Dataset records

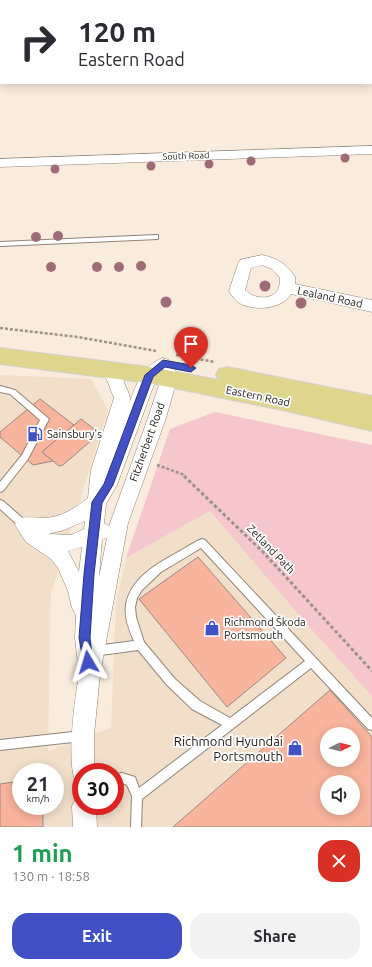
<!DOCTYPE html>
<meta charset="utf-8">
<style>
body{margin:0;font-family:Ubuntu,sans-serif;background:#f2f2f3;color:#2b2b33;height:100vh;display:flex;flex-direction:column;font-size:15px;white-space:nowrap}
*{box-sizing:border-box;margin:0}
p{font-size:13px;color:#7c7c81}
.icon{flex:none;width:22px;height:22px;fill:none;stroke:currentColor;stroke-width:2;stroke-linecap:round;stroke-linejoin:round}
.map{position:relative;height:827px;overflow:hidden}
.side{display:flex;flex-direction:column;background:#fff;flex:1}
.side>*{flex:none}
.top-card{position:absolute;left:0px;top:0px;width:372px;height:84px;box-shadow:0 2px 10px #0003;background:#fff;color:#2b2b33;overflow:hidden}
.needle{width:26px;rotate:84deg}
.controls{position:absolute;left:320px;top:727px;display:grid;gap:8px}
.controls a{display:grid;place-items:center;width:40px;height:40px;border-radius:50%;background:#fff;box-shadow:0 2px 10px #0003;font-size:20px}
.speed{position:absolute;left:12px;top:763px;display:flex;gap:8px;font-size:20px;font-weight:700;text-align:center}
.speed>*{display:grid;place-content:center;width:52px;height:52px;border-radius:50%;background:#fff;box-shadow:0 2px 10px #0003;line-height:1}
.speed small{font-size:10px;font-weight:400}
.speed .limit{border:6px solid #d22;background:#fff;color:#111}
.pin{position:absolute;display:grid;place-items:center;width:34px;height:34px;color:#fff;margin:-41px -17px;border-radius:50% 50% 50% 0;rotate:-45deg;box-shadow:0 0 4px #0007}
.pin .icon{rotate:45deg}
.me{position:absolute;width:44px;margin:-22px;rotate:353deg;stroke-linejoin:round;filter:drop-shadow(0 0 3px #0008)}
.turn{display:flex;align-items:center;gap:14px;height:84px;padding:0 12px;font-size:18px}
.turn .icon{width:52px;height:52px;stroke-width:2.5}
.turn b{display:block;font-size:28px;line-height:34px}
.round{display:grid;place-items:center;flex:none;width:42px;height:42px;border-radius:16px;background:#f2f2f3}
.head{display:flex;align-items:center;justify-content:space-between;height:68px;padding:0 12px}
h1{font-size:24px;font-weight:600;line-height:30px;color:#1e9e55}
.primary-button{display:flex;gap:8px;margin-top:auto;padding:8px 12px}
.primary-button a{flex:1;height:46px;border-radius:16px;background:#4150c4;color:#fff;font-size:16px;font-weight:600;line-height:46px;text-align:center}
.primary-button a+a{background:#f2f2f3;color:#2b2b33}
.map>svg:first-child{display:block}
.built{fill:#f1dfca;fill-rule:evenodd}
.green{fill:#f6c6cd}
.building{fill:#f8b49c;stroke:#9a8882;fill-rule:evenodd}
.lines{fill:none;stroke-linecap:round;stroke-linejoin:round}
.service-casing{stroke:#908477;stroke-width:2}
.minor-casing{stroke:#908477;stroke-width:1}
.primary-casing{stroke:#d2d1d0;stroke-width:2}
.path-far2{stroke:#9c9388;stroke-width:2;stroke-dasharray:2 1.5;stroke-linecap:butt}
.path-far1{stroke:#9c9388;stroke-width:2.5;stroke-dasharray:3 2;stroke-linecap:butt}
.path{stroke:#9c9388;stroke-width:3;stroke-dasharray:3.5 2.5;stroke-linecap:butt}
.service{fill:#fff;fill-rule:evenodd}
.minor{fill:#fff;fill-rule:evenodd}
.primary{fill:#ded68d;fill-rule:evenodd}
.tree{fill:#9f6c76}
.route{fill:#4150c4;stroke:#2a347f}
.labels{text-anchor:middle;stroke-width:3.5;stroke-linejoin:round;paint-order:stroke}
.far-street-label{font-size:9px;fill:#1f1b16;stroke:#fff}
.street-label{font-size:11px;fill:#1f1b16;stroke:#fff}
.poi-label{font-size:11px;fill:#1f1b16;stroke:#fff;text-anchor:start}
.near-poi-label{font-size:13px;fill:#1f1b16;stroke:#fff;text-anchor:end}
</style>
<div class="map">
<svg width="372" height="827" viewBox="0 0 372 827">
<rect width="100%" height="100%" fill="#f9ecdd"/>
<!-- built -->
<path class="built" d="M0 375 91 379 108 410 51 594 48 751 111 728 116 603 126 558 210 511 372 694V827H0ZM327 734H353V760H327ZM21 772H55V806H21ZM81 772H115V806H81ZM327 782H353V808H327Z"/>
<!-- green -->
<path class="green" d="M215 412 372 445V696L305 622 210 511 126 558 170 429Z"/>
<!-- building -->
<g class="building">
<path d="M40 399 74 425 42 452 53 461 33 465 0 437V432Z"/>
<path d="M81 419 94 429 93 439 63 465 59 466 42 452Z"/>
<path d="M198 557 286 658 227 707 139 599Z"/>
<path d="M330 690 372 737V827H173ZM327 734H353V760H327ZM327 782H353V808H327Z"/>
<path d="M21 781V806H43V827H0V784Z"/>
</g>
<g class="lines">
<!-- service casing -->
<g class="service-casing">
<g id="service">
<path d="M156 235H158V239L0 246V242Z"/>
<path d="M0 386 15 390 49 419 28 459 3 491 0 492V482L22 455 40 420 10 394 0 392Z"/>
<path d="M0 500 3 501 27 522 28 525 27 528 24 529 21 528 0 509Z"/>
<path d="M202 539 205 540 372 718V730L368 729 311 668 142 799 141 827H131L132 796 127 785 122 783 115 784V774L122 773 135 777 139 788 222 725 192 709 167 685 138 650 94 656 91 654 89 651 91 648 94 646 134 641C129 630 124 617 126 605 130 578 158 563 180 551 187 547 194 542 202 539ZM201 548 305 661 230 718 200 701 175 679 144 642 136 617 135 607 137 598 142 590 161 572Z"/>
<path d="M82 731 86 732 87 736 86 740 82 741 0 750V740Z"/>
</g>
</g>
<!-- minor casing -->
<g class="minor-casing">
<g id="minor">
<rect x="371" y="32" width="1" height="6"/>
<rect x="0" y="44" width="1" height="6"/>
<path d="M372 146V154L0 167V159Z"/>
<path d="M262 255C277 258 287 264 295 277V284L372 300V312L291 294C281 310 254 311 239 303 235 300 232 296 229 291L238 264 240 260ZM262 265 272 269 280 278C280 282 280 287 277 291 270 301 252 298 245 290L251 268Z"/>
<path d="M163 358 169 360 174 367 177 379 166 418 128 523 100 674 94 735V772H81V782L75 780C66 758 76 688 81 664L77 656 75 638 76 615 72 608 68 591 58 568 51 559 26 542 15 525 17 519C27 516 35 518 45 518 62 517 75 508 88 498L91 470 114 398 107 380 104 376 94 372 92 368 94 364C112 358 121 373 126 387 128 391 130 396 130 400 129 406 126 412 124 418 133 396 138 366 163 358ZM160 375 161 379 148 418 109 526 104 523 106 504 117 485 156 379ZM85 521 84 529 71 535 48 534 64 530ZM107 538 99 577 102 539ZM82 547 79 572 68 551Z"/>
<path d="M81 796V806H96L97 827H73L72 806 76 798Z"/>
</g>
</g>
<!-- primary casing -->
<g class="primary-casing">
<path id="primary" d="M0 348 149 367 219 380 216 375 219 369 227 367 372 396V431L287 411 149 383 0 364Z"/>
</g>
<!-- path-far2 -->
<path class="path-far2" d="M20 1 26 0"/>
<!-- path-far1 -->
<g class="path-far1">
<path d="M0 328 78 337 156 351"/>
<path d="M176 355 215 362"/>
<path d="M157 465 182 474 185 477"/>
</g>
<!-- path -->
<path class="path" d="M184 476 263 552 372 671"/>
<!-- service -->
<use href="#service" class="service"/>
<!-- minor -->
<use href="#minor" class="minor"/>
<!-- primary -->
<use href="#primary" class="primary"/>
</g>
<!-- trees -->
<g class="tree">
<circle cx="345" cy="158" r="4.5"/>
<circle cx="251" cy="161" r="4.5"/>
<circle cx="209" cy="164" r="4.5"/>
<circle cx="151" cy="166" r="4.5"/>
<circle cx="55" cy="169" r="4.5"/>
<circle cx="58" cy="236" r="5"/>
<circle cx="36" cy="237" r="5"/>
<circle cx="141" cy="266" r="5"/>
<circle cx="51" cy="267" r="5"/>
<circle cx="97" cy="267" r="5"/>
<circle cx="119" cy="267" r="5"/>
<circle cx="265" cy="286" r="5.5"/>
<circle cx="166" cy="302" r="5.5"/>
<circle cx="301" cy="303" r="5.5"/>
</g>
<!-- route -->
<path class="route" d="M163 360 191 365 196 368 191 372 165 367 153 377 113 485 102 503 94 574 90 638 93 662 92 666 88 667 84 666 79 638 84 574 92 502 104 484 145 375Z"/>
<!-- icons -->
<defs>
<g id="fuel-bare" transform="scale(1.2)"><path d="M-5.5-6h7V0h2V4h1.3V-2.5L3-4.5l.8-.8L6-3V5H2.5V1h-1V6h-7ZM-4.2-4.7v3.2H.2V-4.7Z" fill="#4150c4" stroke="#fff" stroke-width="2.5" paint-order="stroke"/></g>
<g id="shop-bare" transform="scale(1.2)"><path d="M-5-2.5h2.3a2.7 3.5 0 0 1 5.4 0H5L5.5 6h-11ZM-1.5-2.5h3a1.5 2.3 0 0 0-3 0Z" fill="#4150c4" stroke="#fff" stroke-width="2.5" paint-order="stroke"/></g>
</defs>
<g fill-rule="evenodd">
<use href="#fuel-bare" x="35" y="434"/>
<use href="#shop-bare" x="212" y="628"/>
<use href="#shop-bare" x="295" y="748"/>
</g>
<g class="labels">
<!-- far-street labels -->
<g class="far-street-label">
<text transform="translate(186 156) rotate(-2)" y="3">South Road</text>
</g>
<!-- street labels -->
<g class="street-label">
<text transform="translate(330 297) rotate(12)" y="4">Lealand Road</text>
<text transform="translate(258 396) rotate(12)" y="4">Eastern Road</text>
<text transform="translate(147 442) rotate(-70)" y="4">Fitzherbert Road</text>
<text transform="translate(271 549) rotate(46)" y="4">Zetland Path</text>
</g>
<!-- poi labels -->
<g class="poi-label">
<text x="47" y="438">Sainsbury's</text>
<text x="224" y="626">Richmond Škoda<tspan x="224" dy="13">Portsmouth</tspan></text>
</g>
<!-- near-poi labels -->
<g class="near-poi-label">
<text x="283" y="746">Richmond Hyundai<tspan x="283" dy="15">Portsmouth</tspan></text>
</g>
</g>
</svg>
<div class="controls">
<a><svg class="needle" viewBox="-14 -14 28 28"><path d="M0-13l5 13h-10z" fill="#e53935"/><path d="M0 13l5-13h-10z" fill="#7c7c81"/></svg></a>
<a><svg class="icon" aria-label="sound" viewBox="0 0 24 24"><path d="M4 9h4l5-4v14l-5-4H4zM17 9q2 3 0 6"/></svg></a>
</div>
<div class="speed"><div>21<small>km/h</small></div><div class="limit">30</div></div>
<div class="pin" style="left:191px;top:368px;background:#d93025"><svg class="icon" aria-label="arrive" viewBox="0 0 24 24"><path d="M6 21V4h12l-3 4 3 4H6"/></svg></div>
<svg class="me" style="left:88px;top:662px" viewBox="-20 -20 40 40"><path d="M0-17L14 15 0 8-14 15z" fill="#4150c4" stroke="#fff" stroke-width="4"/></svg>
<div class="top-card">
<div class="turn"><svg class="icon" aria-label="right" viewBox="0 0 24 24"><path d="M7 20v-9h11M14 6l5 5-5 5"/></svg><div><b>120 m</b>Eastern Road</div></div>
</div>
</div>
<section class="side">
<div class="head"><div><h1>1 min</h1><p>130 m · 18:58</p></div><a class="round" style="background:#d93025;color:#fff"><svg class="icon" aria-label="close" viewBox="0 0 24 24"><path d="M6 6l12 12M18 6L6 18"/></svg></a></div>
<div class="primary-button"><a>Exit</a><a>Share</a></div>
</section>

What you should do
When a line in the data contains the string "small", copy that line.

Output of the task
.speed small{font-size:10px;font-weight:400}
<div class="speed"><div>21<small>km/h</small></div><div class="limit">30</div></div>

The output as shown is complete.